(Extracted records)
---

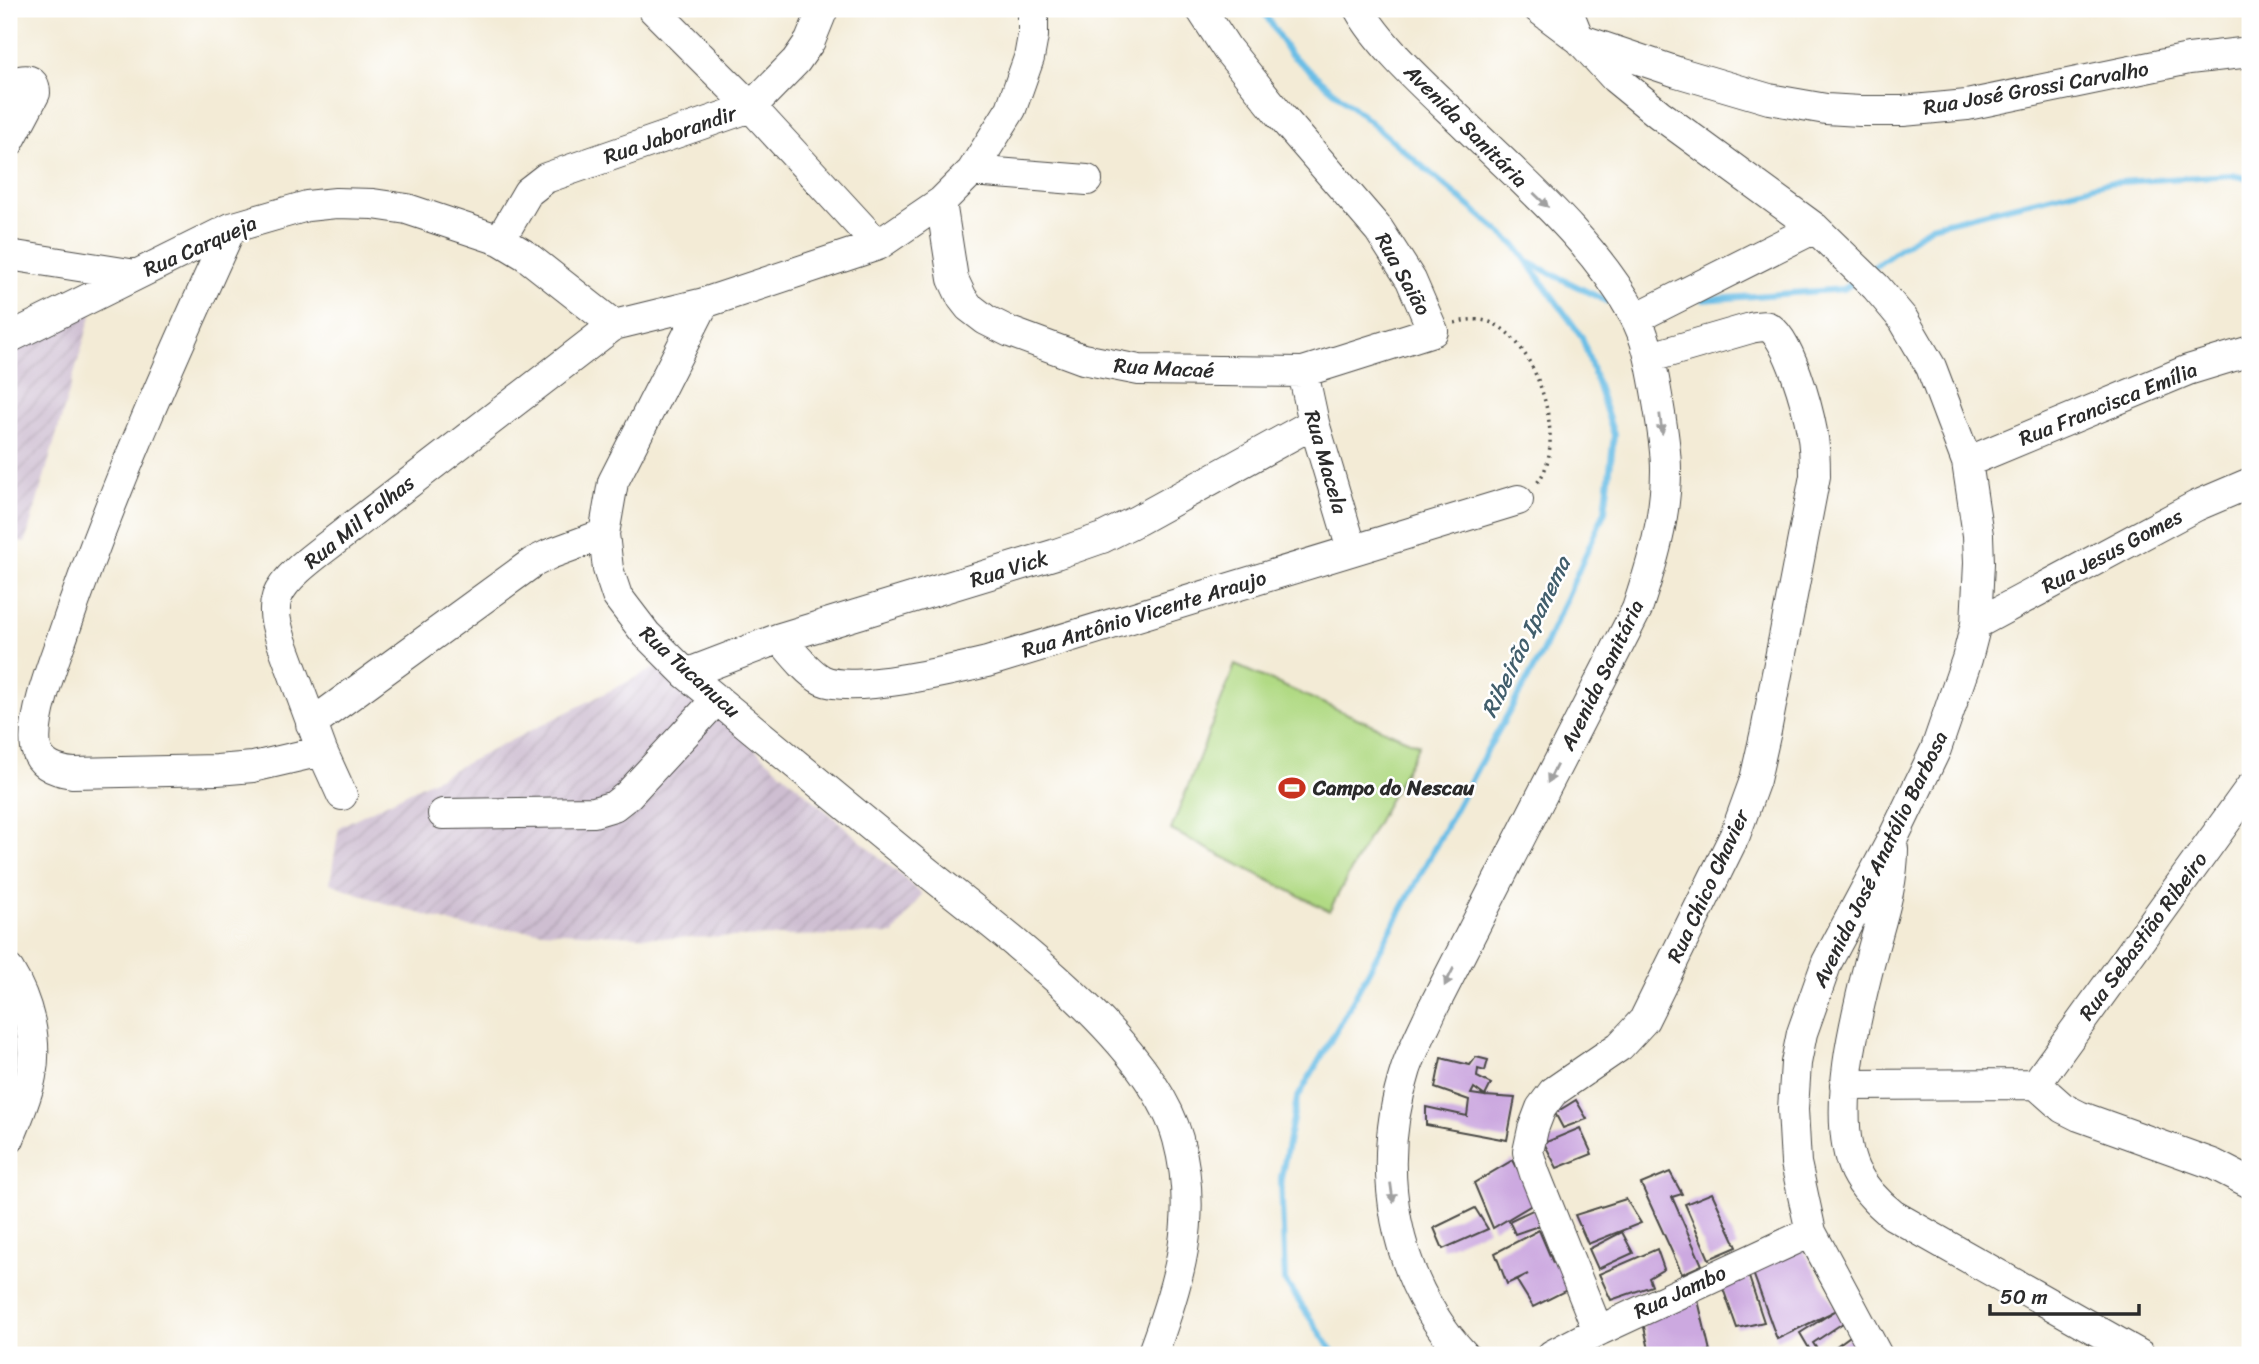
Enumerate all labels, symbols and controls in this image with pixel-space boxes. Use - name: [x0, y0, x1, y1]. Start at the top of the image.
- street label: Rua José Grossi Carvalho: [1920, 49, 2152, 127]
- street label: Avenida Sanitária: [1394, 54, 1538, 198]
- street label: Rua Jaborandir: [598, 94, 743, 176]
- one-way arrow: [1532, 191, 1549, 207]
- street label: Rua Carqueja: [137, 204, 264, 288]
- street label: Rua Saião: [1364, 225, 1442, 323]
- street label: Rua Macaé: [1113, 346, 1215, 390]
- street label: Rua Francisca Emília: [2013, 351, 2204, 457]
- street label: Rua Macela: [1293, 406, 1359, 519]
- one-way arrow: [1656, 413, 1667, 435]
- street label: Rua Mil Folhas: [295, 465, 423, 579]
- street label: Rua Jesus Gomes: [2034, 498, 2190, 604]
- street label: Rua Vick: [965, 539, 1053, 599]
- water label: Ribeirão Ipanema: [1469, 547, 1584, 725]
- street label: Rua Antônio Vicente Araujo: [1017, 559, 1271, 669]
- street label: Avenida Sanitária: [1549, 593, 1655, 758]
- street label: Rua Tucanucu: [631, 616, 749, 728]
- street label: Avenida José Anatólio Barbosa: [1801, 724, 1959, 995]
- one-way arrow: [1547, 765, 1559, 785]
- place label: Campo do Nescau: [1312, 769, 1475, 807]
- sports icon: Campo do Nescau: [1277, 773, 1307, 803]
- street label: Rua Chico Chavier: [1656, 802, 1761, 969]
- street label: Rua Sebastião Ribeiro: [2068, 843, 2218, 1029]
- one-way arrow: [1443, 967, 1454, 987]
- one-way arrow: [1387, 1182, 1398, 1204]
- street label: Rua Jambo: [1627, 1254, 1733, 1330]
- scale bar: [1990, 1273, 2138, 1317]
- text: 50 m: [2000, 1278, 2048, 1316]

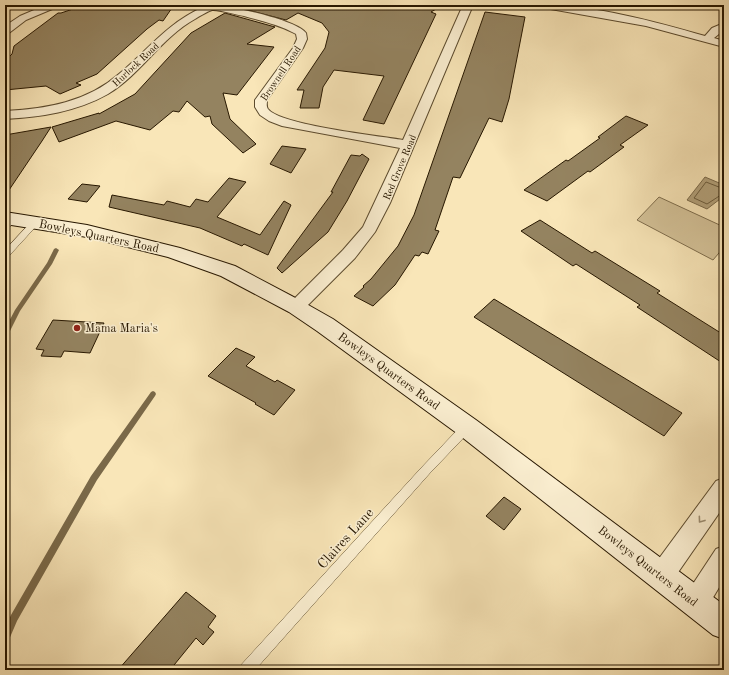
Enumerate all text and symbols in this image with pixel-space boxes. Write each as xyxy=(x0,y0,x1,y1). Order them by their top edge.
street label: Hurlock Road xyxy=(110,41,161,89)
street label: Brownell Road xyxy=(259,44,303,103)
street label: Red Grove Road xyxy=(382,133,418,202)
street label: Bowleys Quarters Road xyxy=(38,218,160,256)
marker: Mama Maria's xyxy=(72,323,82,333)
place label: Mama Maria's xyxy=(85,323,158,335)
street label: Bowleys Quarters Road xyxy=(335,331,442,413)
street label: Claires Lane xyxy=(315,506,376,572)
one-way arrow xyxy=(698,516,706,523)
street label: Bowleys Quarters Road xyxy=(595,524,699,609)

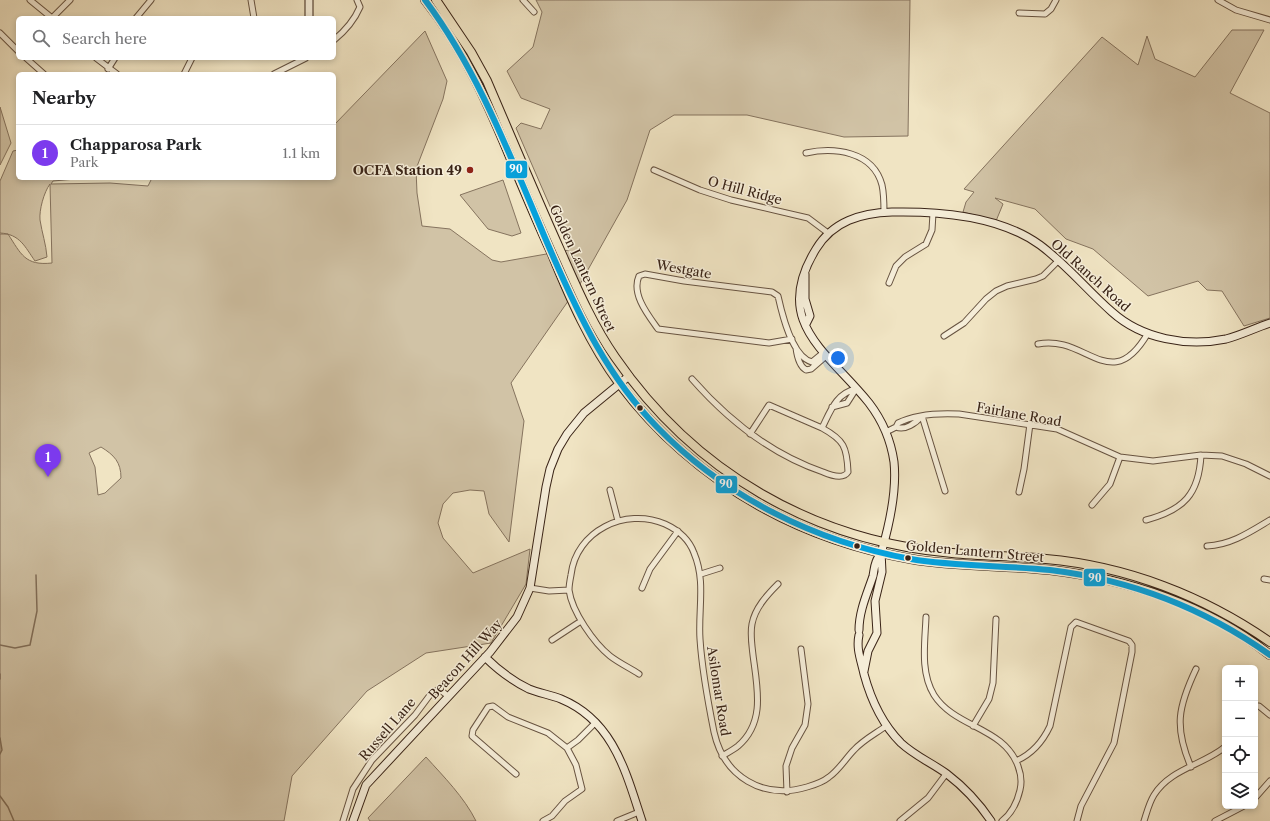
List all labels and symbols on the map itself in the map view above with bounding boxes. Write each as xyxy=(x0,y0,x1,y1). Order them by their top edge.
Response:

---

Copy the records above exactly, starting at the line that contains "List all labels" and ending at the last line, and leave out all earlier lines.

List all labels and symbols on the map itself in the map view above with bounding boxes. Write each as xyxy=(x0,y0,x1,y1). Order them by their top edge.
Response:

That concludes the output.